Association Between Caregiver Depression and Emergency Department Use Among Patients With Dementia.

Author information

1
Department of Neurology, University of California, San Francisco.
2
Weill Institute for Neurosciences, University of California, San Francisco.
3
Department of Epidemiology and Biostatistics, University of California, San Francisco.
4
Editor.
5
Department of Clinical Pharmacy, University of California, San Francisco.
6
Department of Geriatrics, Gerontology, and Palliative Medicine, University of Nebraska Medical Center, Omaha.
7
Department of Internal Medicine, University of Nebraska Medical Center, Omaha.

Abstract

Importance:

Current attempts to gauge the acute care needs of patients with dementia have not effectively addressed the role of caregivers, despite their extensive involvement in decisions about acute care management.

Objective:

To determine whether caregiver depression is associated with increased use of the emergency department (ED) among patients with dementia.

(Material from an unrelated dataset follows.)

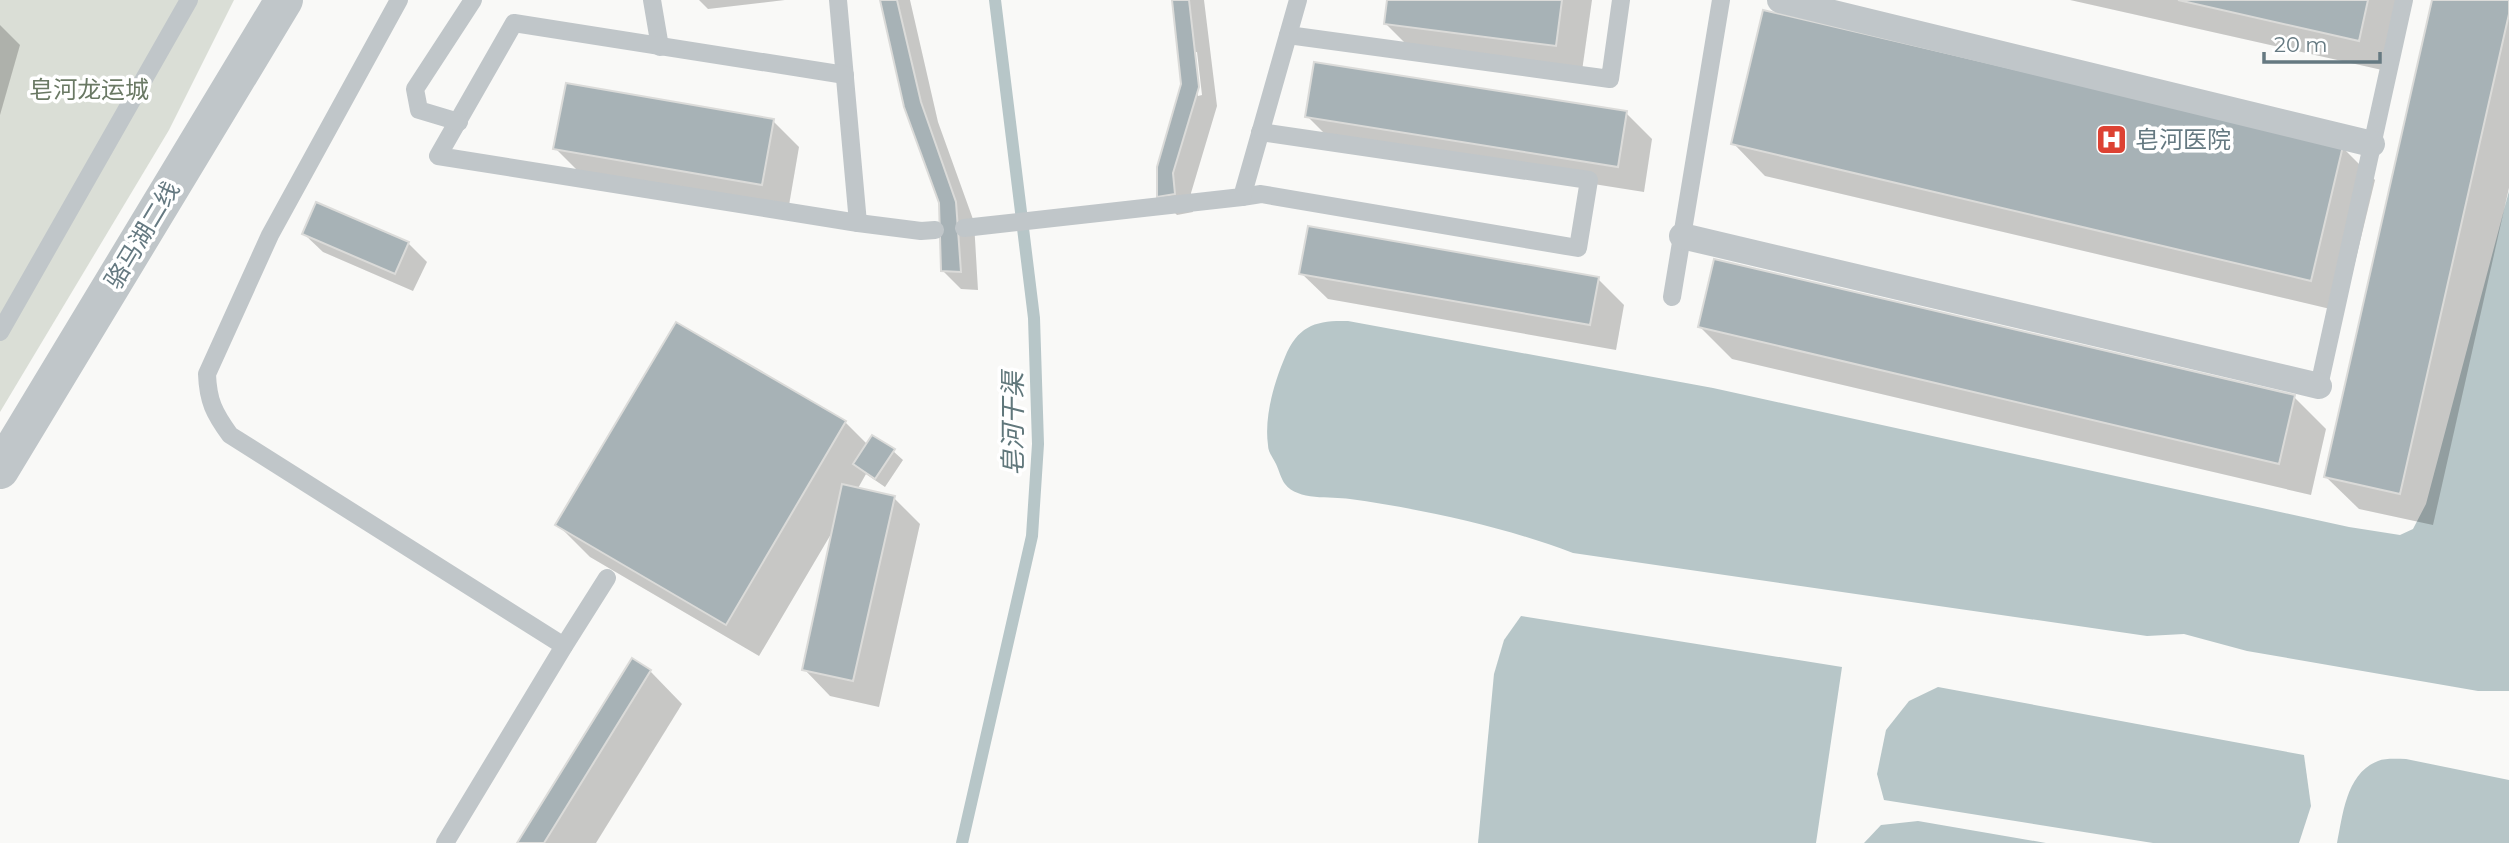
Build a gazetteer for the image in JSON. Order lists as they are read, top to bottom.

Design, Setting, and Participants:

This longitudinal cohort study used data from the Care Ecosystem study, a randomized clinical trial examining telephone-based supportive care for patients with dementia and their caregivers. Patients were 45 years or older with any type of dementia. A total of 780 caregiver-patient dyads were enrolled from March 20, 2015, until February 28, 2017, and 663 dyads contributed baseline and 6-month data and were included in the analysis.

Exposures:

Caregiver depression (9-item Patient Health Questionnaire score of ≥10). Secondary analyses examined caregiver burden and self-efficacy.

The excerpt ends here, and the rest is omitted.